L’invasion de L’Ukraine n’est pas la première fois de mémoire récente que la politique étrangère russe suscite de vives critiques à Washington. Mais c’est la première fois que le Kremlin est entravé dans sa capacité à répondre par les canaux CC normaux, à savoir par les puissants lobbyistes de K Street.
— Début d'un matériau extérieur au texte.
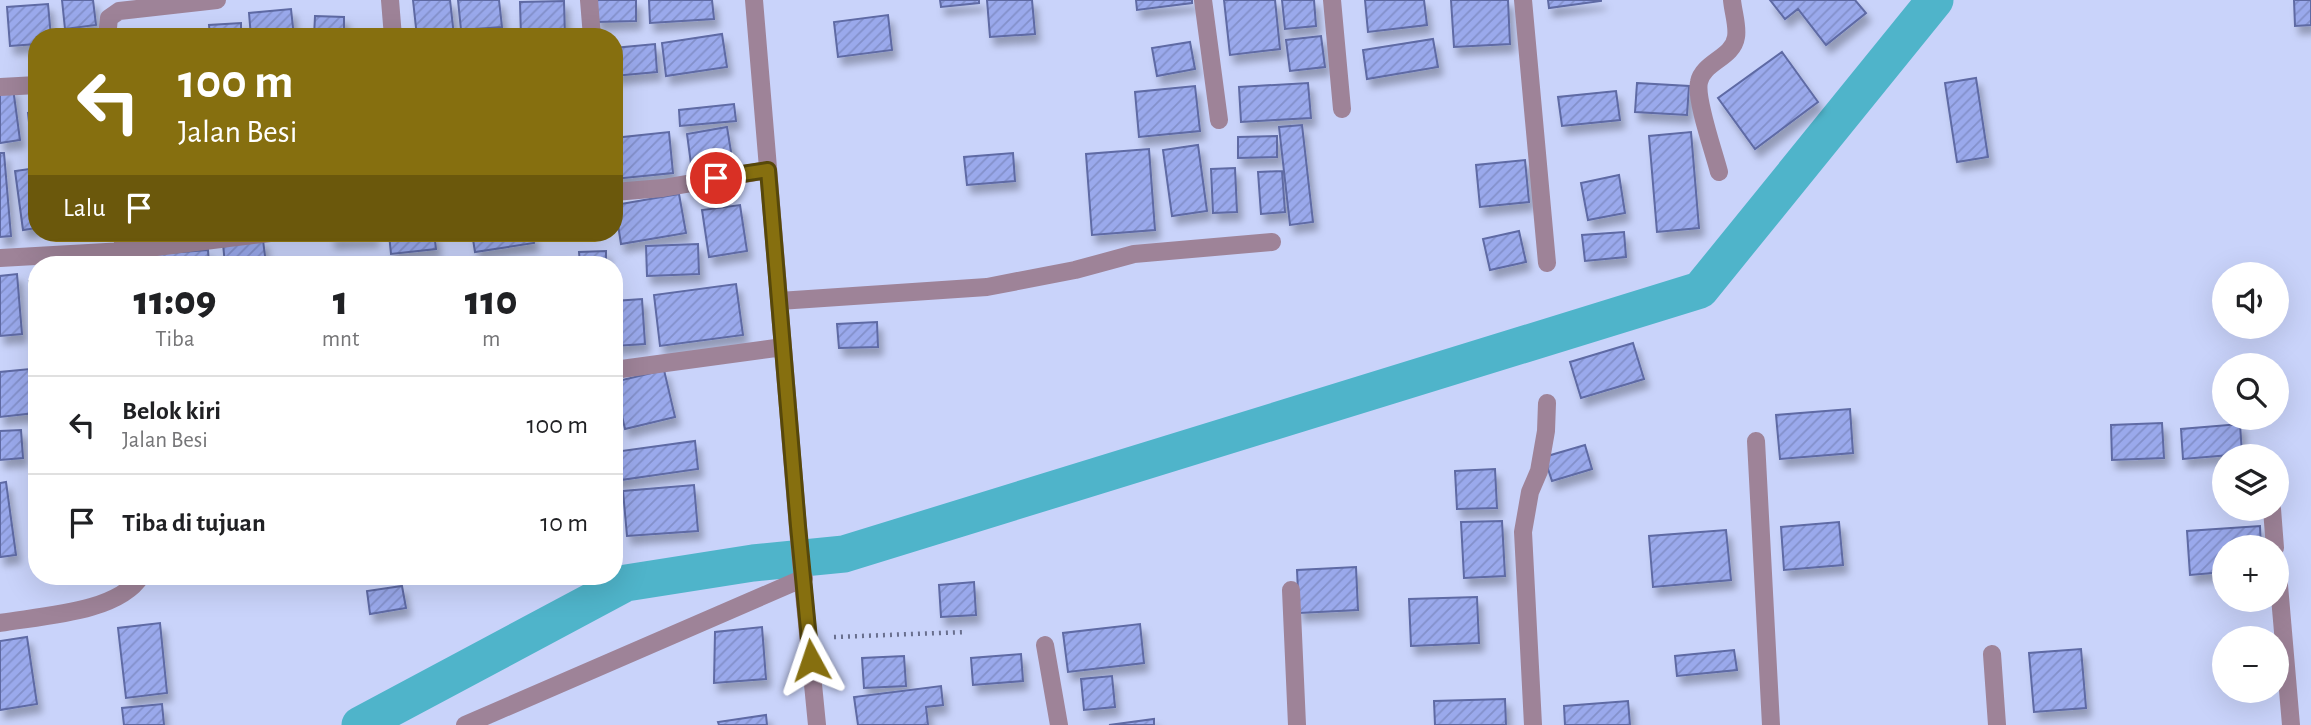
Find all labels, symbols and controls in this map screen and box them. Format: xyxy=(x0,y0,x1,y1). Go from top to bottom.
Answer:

Avant son invasion de l’Ukraine, le Kremlin a versé de grosses sommes d’argent dans le lobbying à Washington, DC Le Kremlin lui-même, les entreprises publiques et d’autres entreprises liées au leadership russe ont fréquemment utilisé les lobbyistes de K Street au 21e siècle pour atténuer les retombées de la Russie mésaventures étrangères – souvent pour épargner aux entités russes les pires châtiments. Désormais, les sanctions imposées au gouvernement russe et aux entreprises liées au Kremlin signifient que ce type de dépenses n’est plus possible.
De nombreux intérêts russes ont déplacé leurs objectifs de lobbying vers la simple tentative de gérer la rupture des relations américano-russes.
“Avec l’invasion de l’Ukraine par la Russie, il est devenu clair que nous n’avons pas besoin de lobbyistes, nous avons besoin de très bons avocats spécialisés en divorce”, a déclaré Julie Newton, chercheuse au Centre d’études russes et eurasiennes du St. Antony’s College. “Le lobbying aujourd’hui est un dialogue de sourds.”
Ce n’était pas toujours le cas. Le gouvernement russe et les entreprises liées au Kremlin ont réussi à acquérir une influence considérable aux États-Unis avant la récente invasion de l’Ukraine.
L’approche de lobbying russe à gros prix a débuté en août 2008, lorsqu’elle a tenté de pacifier les réponses américaines à l’agression russe à la suite de l’invasion de la Géorgie par le pays. Washington a carrément blâmé la Russie pour la guerre de cinq jours, en particulier compte tenu de la reconnaissance par le Kremlin de l’indépendance des provinces séparatistes d’Ossétie du Sud et d’Abkhazie et de l’expulsion des forces géorgiennes des deux territoires. Dirigés par feu le sénateur John McCain, R-Arizona, de nombreux courtiers en puissance de Washington ont appelé à punir l’agression russe.
Avec des actions punitives sur la table, la Russie a presque doublé ses dépenses en lobbyistes. Au total, le montant d’argent déclaré par les entreprises recevant des intérêts russes est passé d’un peu plus de 5 millions de dollars en 2007, avant l’invasion, à plus de 9 millions de dollars en 2009, selon une analyse des registres de la loi sur l’enregistrement des agents étrangers.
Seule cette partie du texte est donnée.